Pour nombre d’admirateurs, on entre dans l’univers d’ANOHNI par sa voix, dont l’étendue, allant de médiums chauds et enveloppants à des aigus d’une rare palette expressive, est déjà un voyage intérieur. Je me souviens de ce coup de foudre pour « Everything is new » qui ouvre l’album « Swanlights ». Pas d’introduction, la voix qui pose immédiatement cette sentence étrange en ce monde qui semble tourner en rond dans sa déréliction : « Everything in new ». Le climat joué au piano, proche de certaines chansons de Kate Bush[i], est interrogatif, comme attentif à ce qui va suivre : de longues mélopées tantôt plaintives ou combatives, comme un chant de la terre malmenée. Première écoute, choc immédiat, et certitude d’entendre quelqu’un de viscéralement engagé dans son message.
(1287) Antony &The Johnsons- Everything is new - YouTube
Quand un journaliste de Télérama lui a demandé ce qui était « nouveau », ANONHI a eu cette belle réponse :
« Il s'agit d'une méditation. J'exprime l'idée que même lorsque tout paraît se ressembler, se répéter, chaque moment, chaque instant est original et unique. Tout est question de regard, de point de vue. Cela me sert de clé pour accéder à une perception toujours créative des choses. »[ii]
Moi qui passe mon temps à étudier l’histoire, à observer les permanences, les mutations et les points de bascule, cette attention à chaque instant, à sa singularité ontologique au-delà des effets de ressemblance et de répétition, m’a touché. Elle émane d’un être éveillé et dont l’attention au monde provient sans doute en partie de son questionnement identitaire. ANOHNI, femme transgenre, non-binaire, a d’abord été connue sous le nom d’Antony Hegarty et son groupe sous celui d’Antony and the Johnsons[iii]. Cette ouverture au questionnement intérieur et une empathie naturelle évidente ont sans doute favorisé son attention aux êtres et au monde d’une grande acuité :
« J'ai énormément travaillé autour du thème de la victimisation. Mais je n'ai jamais voulu être perçu comme une victime. Ce sont deux choses très différentes. Faire porter le poids de mes souffrances à d'autres ne m'intéresse pas. Les véritables victimes ne manquent pas à travers le monde, des personnes impuissantes, abusées, sous l'emprise d'autrui. Ce n'est pas mon cas. Mais ces insupportables jeux de pouvoir entre individus, ces systèmes de domination me préoccupent. Comment ne pas souhaiter les voir disparaître ? (...) »

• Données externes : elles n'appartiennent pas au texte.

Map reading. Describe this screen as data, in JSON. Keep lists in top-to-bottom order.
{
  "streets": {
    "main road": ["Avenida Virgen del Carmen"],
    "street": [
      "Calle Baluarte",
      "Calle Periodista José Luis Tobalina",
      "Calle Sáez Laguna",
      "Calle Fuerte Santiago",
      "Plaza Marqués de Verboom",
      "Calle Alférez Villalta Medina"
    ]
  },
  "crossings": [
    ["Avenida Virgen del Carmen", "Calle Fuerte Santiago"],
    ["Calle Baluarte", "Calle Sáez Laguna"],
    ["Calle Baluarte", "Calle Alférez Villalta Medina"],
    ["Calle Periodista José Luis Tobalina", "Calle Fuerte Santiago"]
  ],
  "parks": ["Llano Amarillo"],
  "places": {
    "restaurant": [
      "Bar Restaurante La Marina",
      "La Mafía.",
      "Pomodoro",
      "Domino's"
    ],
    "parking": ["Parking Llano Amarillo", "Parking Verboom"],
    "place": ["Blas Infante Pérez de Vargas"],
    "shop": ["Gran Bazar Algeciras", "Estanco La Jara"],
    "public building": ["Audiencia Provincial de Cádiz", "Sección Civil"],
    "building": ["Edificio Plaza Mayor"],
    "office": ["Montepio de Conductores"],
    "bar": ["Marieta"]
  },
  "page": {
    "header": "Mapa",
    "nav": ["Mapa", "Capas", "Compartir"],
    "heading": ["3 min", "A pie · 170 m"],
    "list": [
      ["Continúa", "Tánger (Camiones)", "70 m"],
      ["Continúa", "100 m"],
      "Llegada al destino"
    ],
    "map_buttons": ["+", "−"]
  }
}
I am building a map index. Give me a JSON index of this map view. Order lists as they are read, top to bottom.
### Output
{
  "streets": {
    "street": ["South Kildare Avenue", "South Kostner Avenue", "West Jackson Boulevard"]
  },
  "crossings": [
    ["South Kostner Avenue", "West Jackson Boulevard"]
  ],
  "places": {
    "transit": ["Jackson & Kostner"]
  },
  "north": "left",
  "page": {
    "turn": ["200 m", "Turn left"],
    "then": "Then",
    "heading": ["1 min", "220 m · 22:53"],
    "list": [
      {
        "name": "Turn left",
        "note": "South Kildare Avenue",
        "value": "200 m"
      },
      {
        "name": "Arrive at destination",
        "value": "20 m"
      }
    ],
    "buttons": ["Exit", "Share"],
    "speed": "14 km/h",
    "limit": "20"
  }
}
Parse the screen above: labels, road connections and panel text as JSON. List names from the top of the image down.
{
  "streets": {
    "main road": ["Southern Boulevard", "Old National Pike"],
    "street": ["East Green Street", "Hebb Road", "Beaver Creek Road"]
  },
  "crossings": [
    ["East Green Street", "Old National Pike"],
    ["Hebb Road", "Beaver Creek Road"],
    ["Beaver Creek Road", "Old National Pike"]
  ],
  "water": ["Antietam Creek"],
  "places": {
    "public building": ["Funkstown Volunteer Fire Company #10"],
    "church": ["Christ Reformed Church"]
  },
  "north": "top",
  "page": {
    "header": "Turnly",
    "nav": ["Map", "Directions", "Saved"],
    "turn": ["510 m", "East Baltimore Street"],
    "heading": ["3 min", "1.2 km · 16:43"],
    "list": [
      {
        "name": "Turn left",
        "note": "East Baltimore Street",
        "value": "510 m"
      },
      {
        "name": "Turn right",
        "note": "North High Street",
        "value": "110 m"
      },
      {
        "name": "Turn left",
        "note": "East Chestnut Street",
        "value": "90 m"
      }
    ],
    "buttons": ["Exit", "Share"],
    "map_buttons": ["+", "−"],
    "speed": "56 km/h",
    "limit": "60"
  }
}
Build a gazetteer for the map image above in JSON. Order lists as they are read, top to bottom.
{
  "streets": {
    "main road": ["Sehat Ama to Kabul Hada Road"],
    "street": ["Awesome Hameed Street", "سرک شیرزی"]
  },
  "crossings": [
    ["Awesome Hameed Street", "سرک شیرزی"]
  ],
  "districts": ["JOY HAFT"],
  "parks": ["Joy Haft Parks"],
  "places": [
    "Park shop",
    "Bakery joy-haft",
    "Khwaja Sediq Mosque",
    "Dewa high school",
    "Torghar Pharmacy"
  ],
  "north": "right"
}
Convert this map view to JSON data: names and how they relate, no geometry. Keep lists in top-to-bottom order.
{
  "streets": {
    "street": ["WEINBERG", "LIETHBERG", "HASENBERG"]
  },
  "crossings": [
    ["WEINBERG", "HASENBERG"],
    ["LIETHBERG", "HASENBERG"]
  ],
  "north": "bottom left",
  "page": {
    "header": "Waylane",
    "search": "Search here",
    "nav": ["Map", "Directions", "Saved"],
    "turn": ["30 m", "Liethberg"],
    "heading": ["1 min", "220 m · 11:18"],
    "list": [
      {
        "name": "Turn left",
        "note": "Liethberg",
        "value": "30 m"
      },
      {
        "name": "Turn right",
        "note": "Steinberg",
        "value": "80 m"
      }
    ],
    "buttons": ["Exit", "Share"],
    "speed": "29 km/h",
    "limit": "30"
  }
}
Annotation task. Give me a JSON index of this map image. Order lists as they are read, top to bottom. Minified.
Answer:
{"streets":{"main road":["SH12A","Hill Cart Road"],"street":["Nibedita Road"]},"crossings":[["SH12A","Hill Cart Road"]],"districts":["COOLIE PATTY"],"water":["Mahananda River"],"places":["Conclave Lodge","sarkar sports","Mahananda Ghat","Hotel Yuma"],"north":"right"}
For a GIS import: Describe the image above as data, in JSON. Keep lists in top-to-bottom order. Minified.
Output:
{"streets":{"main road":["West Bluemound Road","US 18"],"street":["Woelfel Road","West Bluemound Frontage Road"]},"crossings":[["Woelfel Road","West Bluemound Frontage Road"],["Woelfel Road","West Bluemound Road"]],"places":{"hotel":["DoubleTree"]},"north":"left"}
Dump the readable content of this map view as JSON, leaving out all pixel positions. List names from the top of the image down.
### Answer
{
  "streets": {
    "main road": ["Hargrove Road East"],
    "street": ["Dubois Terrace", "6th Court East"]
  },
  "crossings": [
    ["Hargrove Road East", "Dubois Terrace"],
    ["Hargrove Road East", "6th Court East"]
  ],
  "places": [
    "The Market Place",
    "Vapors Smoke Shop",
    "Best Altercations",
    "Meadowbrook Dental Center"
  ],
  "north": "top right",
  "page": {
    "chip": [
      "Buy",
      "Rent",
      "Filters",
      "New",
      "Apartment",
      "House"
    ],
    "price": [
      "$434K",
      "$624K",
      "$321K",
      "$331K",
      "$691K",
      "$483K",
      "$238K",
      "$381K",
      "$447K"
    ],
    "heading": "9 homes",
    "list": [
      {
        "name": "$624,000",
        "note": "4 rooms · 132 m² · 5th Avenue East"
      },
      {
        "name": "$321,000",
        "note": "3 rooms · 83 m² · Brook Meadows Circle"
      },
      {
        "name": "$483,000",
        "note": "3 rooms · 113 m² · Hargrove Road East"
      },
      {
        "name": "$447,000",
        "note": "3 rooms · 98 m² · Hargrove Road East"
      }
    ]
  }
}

Son premier album sous le nom d’ANOHNI, « Hoplessness », est d’ailleurs un opus tourmenté par le futur planétaire, comme en témoigne l’invectivant « 4 degrees »[iv]. En artiste accompli, chacun de ses albums est la trace magnétique d’une période d’existence. Chacun a pu témoigner de son parcours vers une réconciliation sans concession avec lui-même et le monde, traversant tous les affres qu’une telle quête comporte, mais aussi tous ses aboutissements. ANOHNI nous revient donc avec un nouvel album en cette année 2023 minée par les fléaux humains, et la chanson d’ouverture « It must change » donne le la d’un opus où rarement la voix d’ANOHNI s’est faite aussi sûre d’elle-même et de son message[v].
(1287) ANOHNI and the Johnsons - It Must Change (Official Video) - YouTube
C’est beau, inspirant sans exclusive. Cela témoigne de cette irréductible singularité des êtres que les normatifs de toute espèce voudraient broyer et qui malheureusement y arrivent souvent[vi]. L’album « My back was a bridge for you to cross », donne à entendre l’épanouissement d’un être humain et cela est réconfortant, pour tout un chacun renvoyé à sa propre singularité dans sa façon d’habiter le monde, au-delà de la question si prégnante du genre. En cela, ANOHNI propage un message dont la portée est universelle.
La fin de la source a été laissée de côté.